EXTRACTED RECORDS:

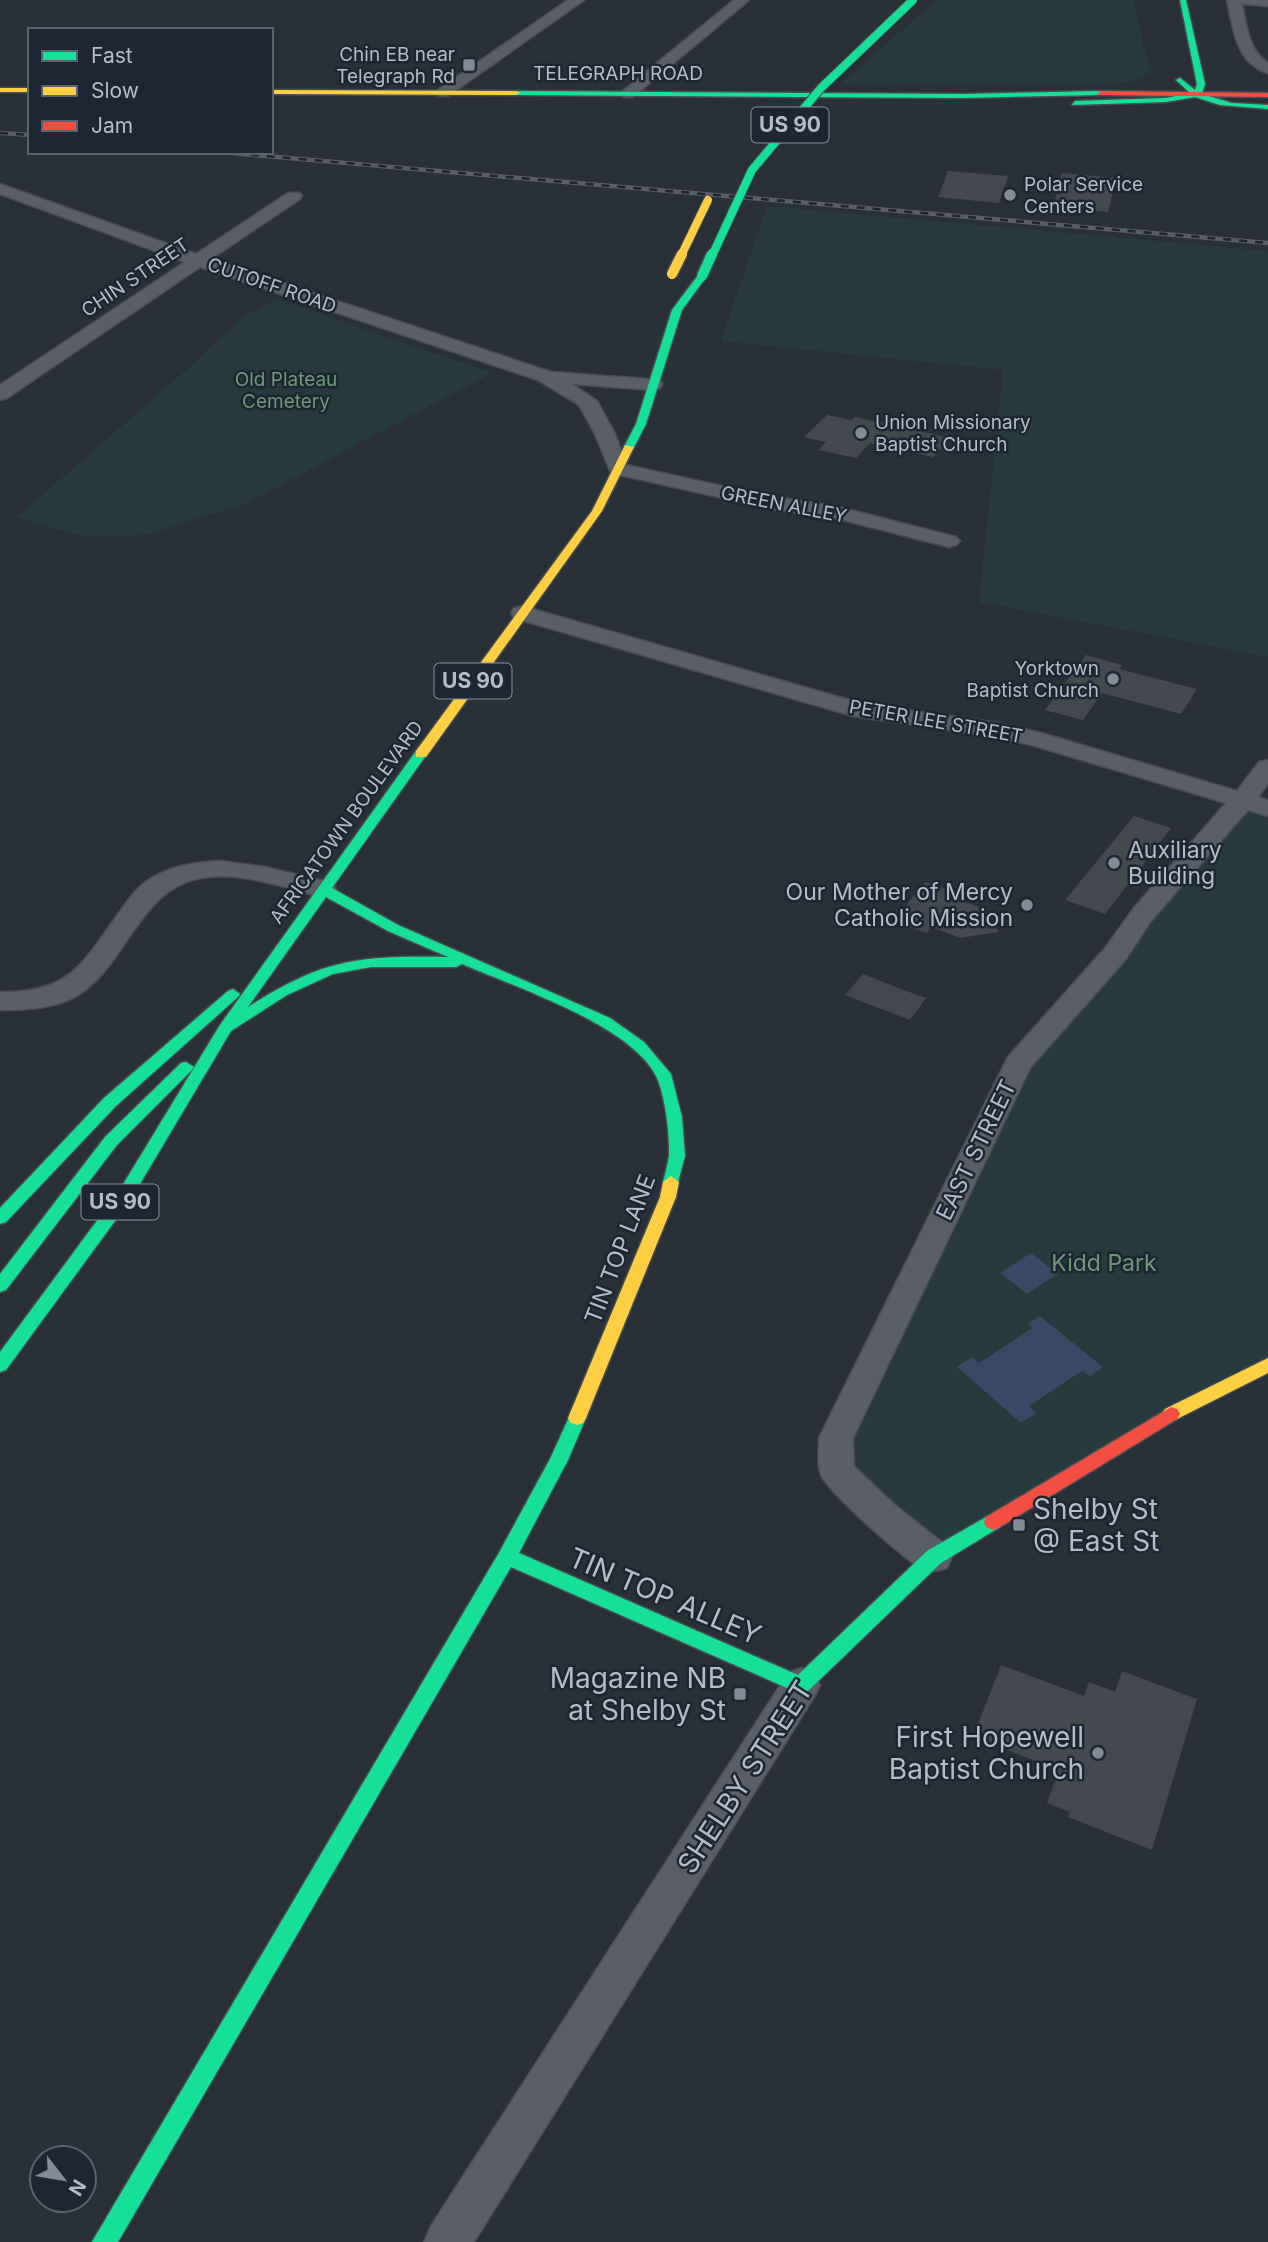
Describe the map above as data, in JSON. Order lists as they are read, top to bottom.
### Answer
* * *
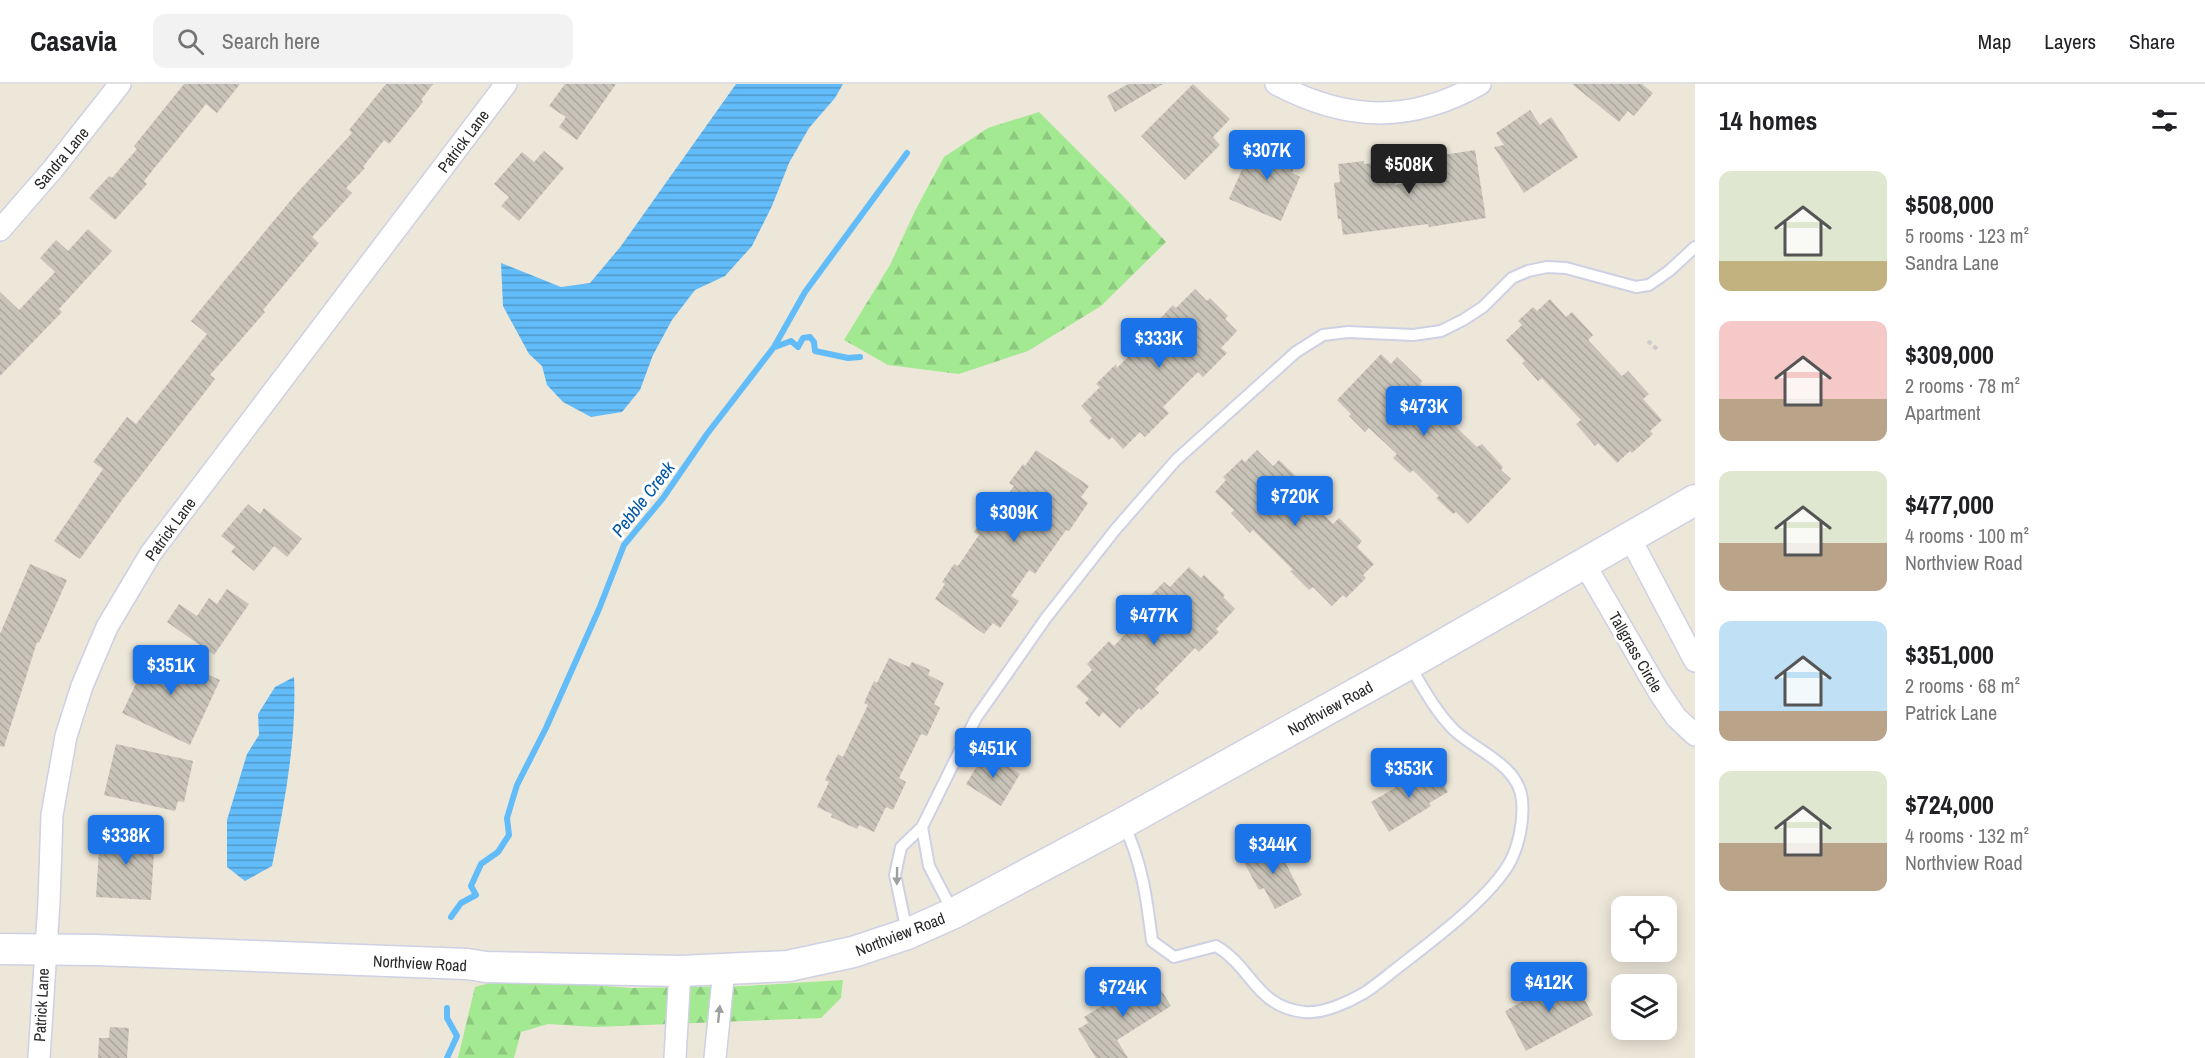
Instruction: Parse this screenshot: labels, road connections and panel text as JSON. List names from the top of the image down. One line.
---
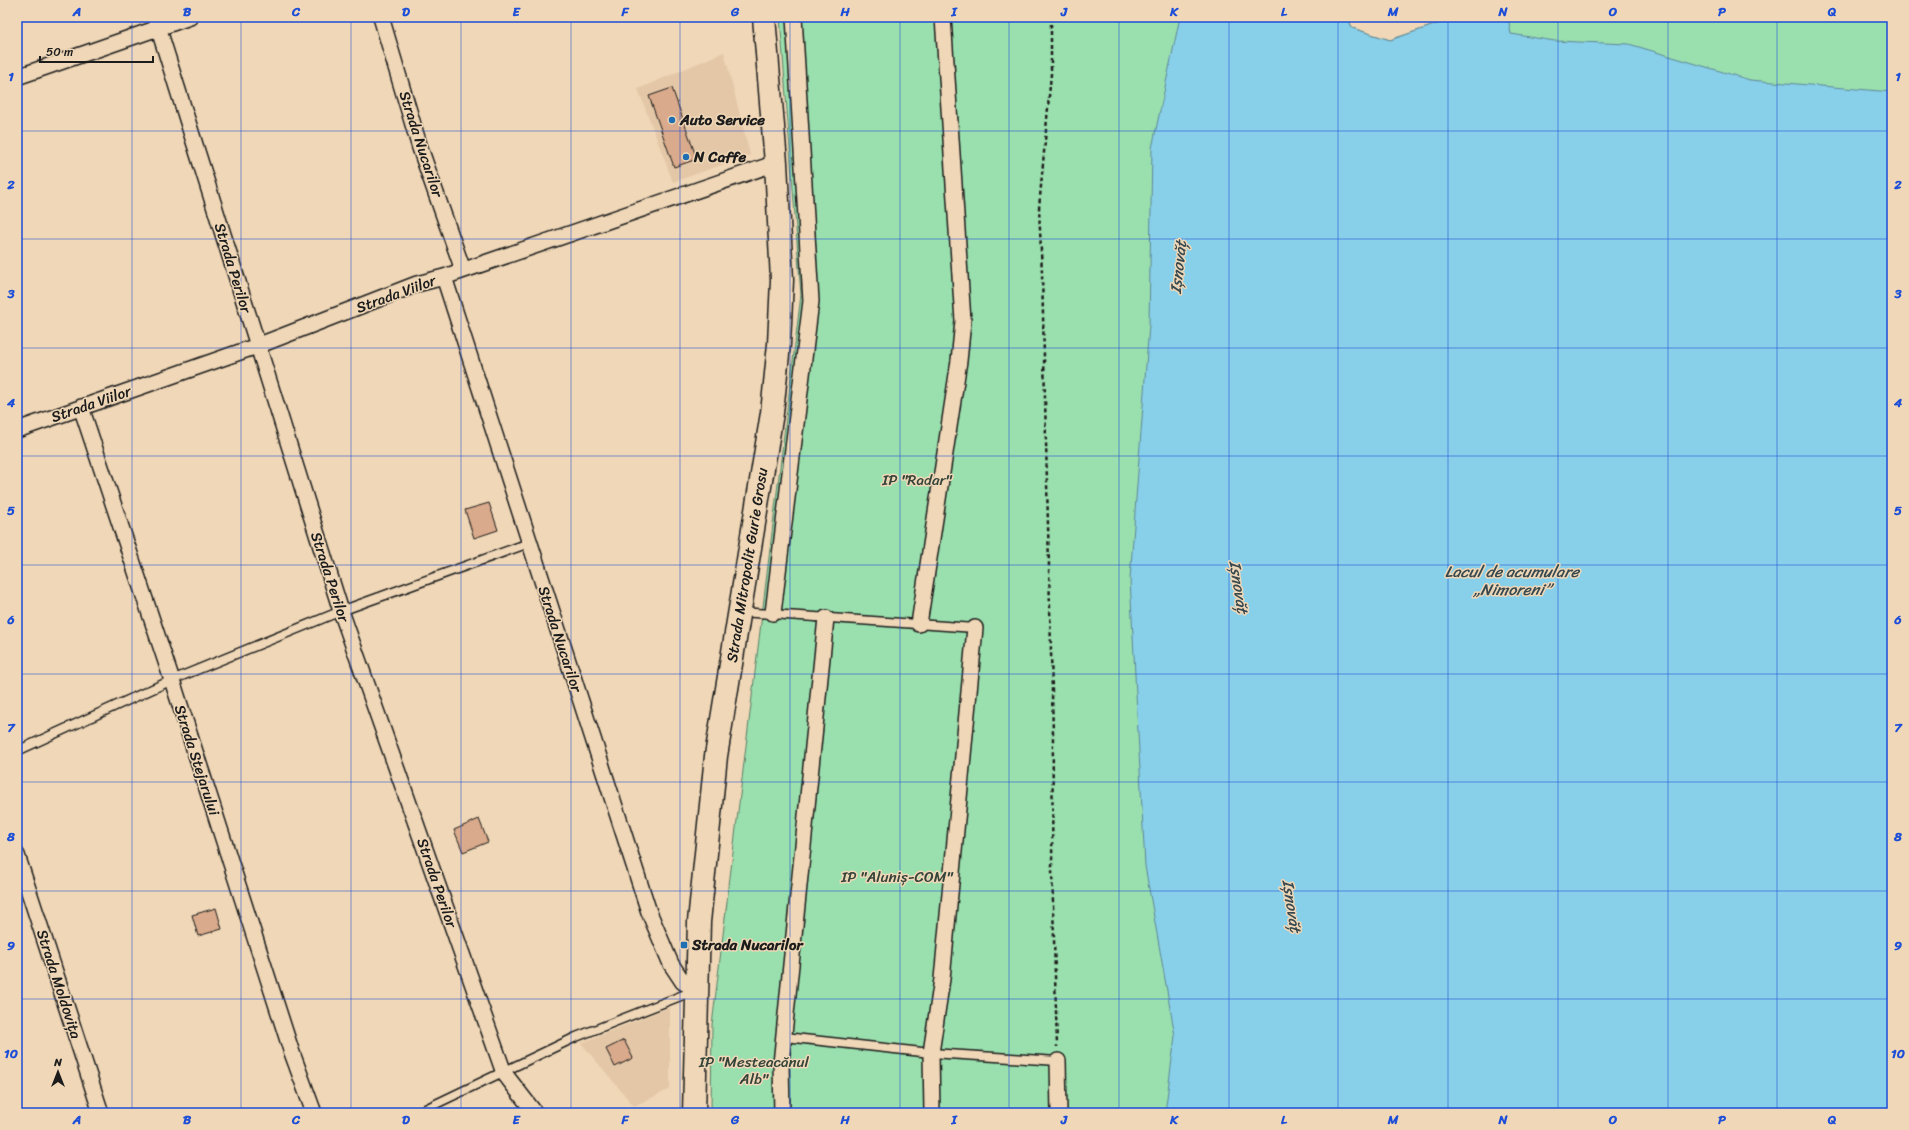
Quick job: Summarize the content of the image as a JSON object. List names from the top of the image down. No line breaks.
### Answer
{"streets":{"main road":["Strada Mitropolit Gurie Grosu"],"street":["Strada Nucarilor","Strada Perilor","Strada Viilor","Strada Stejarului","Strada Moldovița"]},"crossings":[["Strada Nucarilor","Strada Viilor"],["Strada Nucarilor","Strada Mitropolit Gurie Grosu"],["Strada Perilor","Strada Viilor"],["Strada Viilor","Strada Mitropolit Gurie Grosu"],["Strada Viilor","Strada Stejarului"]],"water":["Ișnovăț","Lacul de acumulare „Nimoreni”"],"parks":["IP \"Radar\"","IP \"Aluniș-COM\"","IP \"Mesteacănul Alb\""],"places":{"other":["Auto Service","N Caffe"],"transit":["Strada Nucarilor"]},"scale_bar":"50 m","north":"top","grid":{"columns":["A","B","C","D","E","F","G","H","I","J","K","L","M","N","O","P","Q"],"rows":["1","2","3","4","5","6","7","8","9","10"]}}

EXERCISE: Return, from the data, each line that has the word "JSON" in it.

PROBLEM SOLUTION:
Describe the map above as data, in JSON. Order lists as they are read, top to bottom.
Instruction: Parse this screenshot: labels, road connections and panel text as JSON. List names from the top of the image down. One line.
Quick job: Summarize the content of the image as a JSON object. List names from the top of the image down. No line breaks.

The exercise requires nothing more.